DIRECTIONS FOR THIS TASK =
Search the records for lines with the word "sans" and copy each match.

Stored items
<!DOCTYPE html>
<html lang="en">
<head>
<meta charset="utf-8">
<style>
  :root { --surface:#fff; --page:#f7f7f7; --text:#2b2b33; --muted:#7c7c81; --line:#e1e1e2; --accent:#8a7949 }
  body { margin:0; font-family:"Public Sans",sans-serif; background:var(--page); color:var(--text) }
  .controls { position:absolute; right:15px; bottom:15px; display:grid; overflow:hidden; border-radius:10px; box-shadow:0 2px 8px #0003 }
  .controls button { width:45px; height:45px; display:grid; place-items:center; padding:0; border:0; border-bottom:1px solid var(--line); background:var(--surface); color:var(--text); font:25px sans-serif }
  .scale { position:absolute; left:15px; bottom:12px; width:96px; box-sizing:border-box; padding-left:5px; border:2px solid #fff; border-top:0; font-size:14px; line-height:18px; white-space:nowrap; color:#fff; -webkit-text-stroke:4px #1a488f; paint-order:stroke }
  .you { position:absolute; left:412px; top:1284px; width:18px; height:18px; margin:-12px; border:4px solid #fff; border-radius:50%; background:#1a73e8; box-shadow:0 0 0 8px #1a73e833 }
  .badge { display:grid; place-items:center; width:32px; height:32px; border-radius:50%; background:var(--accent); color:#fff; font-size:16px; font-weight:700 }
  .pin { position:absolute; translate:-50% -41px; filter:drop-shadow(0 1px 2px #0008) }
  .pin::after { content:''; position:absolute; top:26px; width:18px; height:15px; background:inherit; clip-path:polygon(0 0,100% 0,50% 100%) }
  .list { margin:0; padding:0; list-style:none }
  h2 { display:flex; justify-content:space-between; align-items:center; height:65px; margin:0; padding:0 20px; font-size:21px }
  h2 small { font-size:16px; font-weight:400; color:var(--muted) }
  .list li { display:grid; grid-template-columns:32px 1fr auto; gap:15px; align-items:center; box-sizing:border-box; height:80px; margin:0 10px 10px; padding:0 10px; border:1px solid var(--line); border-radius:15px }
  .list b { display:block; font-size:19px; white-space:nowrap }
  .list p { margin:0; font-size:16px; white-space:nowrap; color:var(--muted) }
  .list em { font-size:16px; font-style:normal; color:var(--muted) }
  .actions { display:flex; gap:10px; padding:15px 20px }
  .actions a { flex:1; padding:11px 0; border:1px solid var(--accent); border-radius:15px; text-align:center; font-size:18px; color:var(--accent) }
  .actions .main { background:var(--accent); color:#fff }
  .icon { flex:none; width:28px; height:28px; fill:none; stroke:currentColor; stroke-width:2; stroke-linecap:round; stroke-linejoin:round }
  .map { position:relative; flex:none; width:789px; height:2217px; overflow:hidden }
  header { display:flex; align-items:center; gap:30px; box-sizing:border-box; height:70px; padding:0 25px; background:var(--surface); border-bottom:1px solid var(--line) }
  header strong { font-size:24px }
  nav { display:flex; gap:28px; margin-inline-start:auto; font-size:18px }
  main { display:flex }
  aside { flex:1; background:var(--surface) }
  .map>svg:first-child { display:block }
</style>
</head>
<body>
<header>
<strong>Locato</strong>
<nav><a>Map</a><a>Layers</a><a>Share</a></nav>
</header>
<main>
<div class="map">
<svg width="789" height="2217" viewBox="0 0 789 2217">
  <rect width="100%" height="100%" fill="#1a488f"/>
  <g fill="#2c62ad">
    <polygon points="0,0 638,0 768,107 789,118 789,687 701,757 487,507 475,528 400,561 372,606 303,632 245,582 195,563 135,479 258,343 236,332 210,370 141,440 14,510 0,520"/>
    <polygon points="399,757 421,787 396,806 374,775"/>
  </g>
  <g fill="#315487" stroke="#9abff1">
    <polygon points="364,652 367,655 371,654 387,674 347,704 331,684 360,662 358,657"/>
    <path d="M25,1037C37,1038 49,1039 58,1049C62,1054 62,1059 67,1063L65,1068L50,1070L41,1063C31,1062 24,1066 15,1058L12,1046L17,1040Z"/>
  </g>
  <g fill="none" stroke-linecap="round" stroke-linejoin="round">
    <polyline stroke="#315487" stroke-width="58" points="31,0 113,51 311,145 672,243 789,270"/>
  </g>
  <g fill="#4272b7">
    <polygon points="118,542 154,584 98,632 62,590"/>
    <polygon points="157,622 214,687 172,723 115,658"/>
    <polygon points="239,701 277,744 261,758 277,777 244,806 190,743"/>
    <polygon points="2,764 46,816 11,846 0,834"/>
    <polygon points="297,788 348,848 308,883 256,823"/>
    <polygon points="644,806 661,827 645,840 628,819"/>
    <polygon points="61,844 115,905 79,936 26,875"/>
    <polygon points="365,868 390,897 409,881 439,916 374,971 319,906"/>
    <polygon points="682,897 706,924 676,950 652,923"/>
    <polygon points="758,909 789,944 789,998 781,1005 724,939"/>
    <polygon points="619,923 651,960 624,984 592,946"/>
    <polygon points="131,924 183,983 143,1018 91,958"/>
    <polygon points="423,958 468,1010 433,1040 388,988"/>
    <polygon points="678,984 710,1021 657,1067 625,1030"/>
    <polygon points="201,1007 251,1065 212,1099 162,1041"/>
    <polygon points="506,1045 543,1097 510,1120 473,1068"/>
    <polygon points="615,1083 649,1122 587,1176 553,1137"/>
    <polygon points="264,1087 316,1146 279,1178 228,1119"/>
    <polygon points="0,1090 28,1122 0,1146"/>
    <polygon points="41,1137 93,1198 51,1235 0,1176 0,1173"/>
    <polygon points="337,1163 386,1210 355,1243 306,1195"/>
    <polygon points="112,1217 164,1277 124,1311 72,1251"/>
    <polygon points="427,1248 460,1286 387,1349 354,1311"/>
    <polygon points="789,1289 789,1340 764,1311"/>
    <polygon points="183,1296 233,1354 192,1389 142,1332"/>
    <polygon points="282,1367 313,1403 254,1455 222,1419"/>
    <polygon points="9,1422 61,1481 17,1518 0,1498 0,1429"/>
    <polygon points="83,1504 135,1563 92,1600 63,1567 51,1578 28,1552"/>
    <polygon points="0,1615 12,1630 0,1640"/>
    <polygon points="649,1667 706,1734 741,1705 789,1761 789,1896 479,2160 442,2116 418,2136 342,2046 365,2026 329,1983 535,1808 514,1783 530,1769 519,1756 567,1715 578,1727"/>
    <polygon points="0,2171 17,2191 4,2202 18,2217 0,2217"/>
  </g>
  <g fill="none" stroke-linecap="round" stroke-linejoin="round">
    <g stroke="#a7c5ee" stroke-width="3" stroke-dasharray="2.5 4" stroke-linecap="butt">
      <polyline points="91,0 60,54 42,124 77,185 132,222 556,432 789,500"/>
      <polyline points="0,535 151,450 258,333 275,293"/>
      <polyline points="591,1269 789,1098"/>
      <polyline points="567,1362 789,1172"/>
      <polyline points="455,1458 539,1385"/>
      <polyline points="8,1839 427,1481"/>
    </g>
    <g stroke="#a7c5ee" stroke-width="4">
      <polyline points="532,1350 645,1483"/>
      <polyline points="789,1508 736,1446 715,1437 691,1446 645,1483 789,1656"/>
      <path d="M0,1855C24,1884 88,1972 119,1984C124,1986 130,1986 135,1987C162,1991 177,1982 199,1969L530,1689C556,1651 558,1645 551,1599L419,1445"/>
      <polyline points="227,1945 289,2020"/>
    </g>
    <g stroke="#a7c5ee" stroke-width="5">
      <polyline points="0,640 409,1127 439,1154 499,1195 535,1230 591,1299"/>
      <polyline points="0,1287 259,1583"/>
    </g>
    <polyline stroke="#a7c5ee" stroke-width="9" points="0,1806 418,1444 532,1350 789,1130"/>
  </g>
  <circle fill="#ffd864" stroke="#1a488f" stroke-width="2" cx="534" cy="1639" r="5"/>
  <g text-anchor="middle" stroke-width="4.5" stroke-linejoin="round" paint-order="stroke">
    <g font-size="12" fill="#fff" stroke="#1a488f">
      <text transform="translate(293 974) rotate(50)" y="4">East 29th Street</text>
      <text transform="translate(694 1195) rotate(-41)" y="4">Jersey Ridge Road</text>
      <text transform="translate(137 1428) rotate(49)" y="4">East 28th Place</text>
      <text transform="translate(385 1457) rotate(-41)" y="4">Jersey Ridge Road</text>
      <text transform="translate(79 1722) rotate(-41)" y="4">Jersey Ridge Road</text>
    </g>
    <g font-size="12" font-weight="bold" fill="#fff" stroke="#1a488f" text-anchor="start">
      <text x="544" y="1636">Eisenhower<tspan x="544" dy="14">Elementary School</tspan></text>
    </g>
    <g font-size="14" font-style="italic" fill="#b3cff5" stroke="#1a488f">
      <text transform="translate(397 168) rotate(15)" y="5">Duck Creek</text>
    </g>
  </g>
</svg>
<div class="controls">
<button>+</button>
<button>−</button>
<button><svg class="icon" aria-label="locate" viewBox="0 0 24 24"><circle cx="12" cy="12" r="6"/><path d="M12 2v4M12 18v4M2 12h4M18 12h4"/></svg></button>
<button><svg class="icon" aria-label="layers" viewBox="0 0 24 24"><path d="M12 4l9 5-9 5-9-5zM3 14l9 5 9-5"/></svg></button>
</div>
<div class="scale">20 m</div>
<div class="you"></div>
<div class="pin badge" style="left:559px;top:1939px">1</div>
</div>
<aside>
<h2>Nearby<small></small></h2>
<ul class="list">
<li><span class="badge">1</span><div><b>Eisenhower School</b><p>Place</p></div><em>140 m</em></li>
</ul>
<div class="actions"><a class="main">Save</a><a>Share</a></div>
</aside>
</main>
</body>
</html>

THE ANSWER =
  body { margin:0; font-family:"Public Sans",sans-serif; background:var(--page); color:var(--text) }
  .controls button { width:45px; height:45px; display:grid; place-items:center; padding:0; border:0; border-bottom:1px solid var(--line); background:var(--surface); color:var(--text); font:25px sans-serif }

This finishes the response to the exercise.